Mistral's new Small 4 model punches above its weight with 128 expert modules

Mistral AI has unveiled Small 4, a compact yet potent open-weight language model that leverages a sophisticated Mixture of Experts (MoE) architecture to deliver performance rivaling much larger counterparts. With 128 expert modules, Small 4 exemplifies how targeted architectural innovations can enable smaller models to punch above their weight class, making advanced AI capabilities more accessible for deployment on resource-constrained environments.

At its core, Small 4 employs an MoE design where only a subset of experts activates for each input token, optimizing computational efficiency. This approach allows the model to maintain high performance while keeping active parameters low, typically around 24 billion during inference. Trained on a massive dataset exceeding 11 trillion tokens, the model excels in multilingual tasks, coding, and reasoning, positioning it as a versatile tool for developers and researchers.

Benchmark results underscore Small 4’s strengths. On the MMLU-Pro evaluation, a challenging benchmark for multitask language understanding, it achieves 68.5 percent accuracy, surpassing models like Gemma 2 27B (65.0 percent) and matching or exceeding Phi-3 Medium 128B in several categories. In coding assessments such as HumanEval, Small 4 scores 78.5 percent, demonstrating robust code generation abilities. For multilingual prowess, it attains 72.3 percent on MGSM, a math benchmark spanning 10 languages, and 58.8 percent on GPQA Diamond, a graduate-level question-answering test.

Small 4 also shines in speed and efficiency metrics. It processes up to 150 tokens per second on a single NVIDIA H100 GPU, making it suitable for real-time applications. Compared to dense models of similar total parameter counts, its sparse MoE structure reduces memory footprint and inference latency, enabling deployment on consumer-grade hardware like laptops with decent GPUs.

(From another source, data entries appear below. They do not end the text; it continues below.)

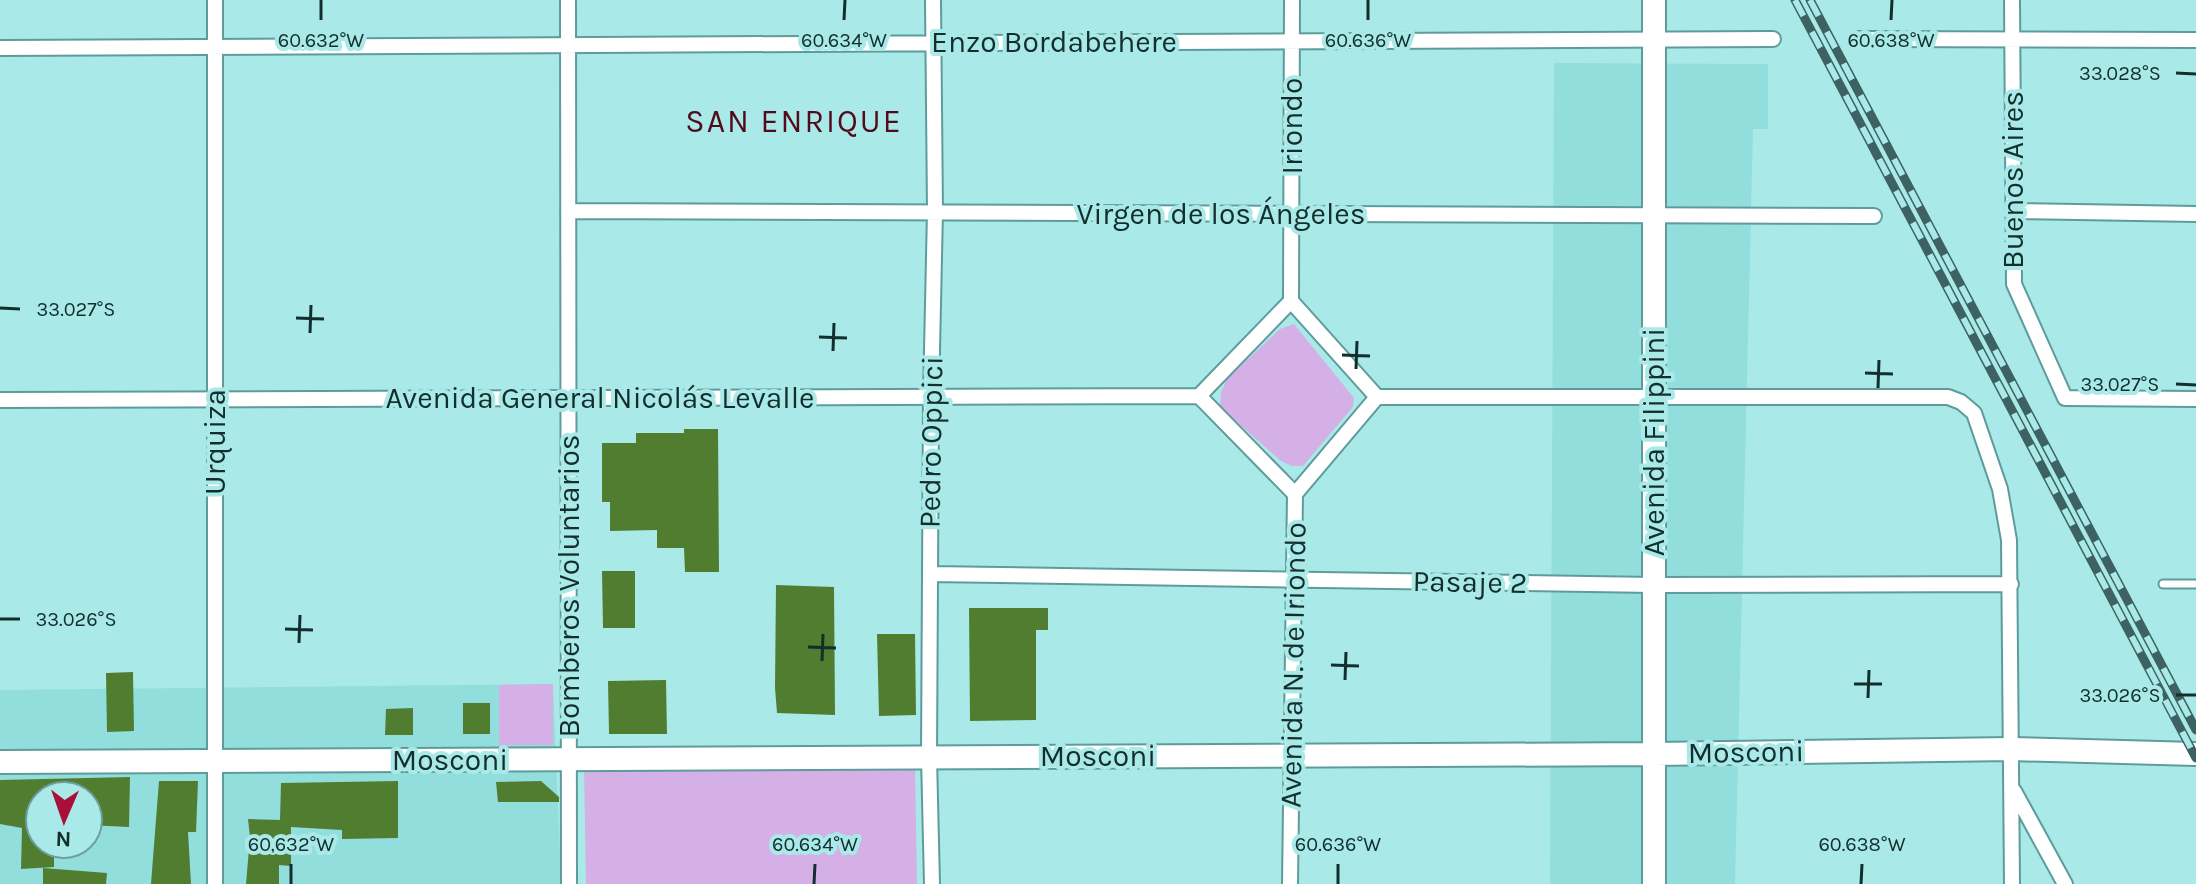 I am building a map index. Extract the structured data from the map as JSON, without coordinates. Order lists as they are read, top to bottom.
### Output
{
  "streets": {
    "street": [
      "Enzo Bordabehere",
      "Iriondo",
      "Buenos Aires",
      "Virgen de los Ángeles",
      "Avenida General Nicolás Levalle",
      "Urquiza",
      "Pedro Oppici",
      "Avenida Filippini",
      "Pasaje 2",
      "Bomberos Voluntarios",
      "Avenida N. de Iriondo",
      "Mosconi"
    ]
  },
  "crossings": [
    ["Enzo Bordabehere", "Iriondo"],
    ["Enzo Bordabehere", "Urquiza"],
    ["Enzo Bordabehere", "Pedro Oppici"],
    ["Enzo Bordabehere", "Avenida Filippini"],
    ["Enzo Bordabehere", "Bomberos Voluntarios"],
    ["Iriondo", "Virgen de los Ángeles"],
    ["Virgen de los Ángeles", "Pedro Oppici"],
    ["Virgen de los Ángeles", "Avenida Filippini"],
    ["Virgen de los Ángeles", "Bomberos Voluntarios"],
    ["Avenida General Nicolás Levalle", "Urquiza"],
    ["Avenida General Nicolás Levalle", "Pedro Oppici"],
    ["Avenida General Nicolás Levalle", "Bomberos Voluntarios"],
    ["Urquiza", "Mosconi"],
    ["Pedro Oppici", "Pasaje 2"],
    ["Pedro Oppici", "Mosconi"],
    ["Avenida Filippini", "Pasaje 2"],
    ["Avenida Filippini", "Mosconi"],
    ["Pasaje 2", "Avenida N. de Iriondo"],
    ["Bomberos Voluntarios", "Mosconi"],
    ["Avenida N. de Iriondo", "Mosconi"]
  ],
  "districts": ["SAN ENRIQUE"],
  "north": "bottom",
  "coordinates": [
    "60.632°W",
    "60.634°W",
    "60.636°W",
    "60.638°W",
    "33.028°S",
    "33.027°S",
    "33.026°S"
  ]
}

The model’s training regimen contributes significantly to its edge. Mistral AI refined Small 4 through a multi-stage process: initial pretraining on diverse web data, followed by supervised fine-tuning (SFT) on high-quality instruction datasets, and reinforcement learning from human feedback (RLHF) using pairwise comparisons. This pipeline ensures alignment with user preferences, reducing hallucinations and improving factual accuracy. Post-training quantization support further enhances its practicality, with 4-bit versions maintaining over 90 percent of full-precision performance.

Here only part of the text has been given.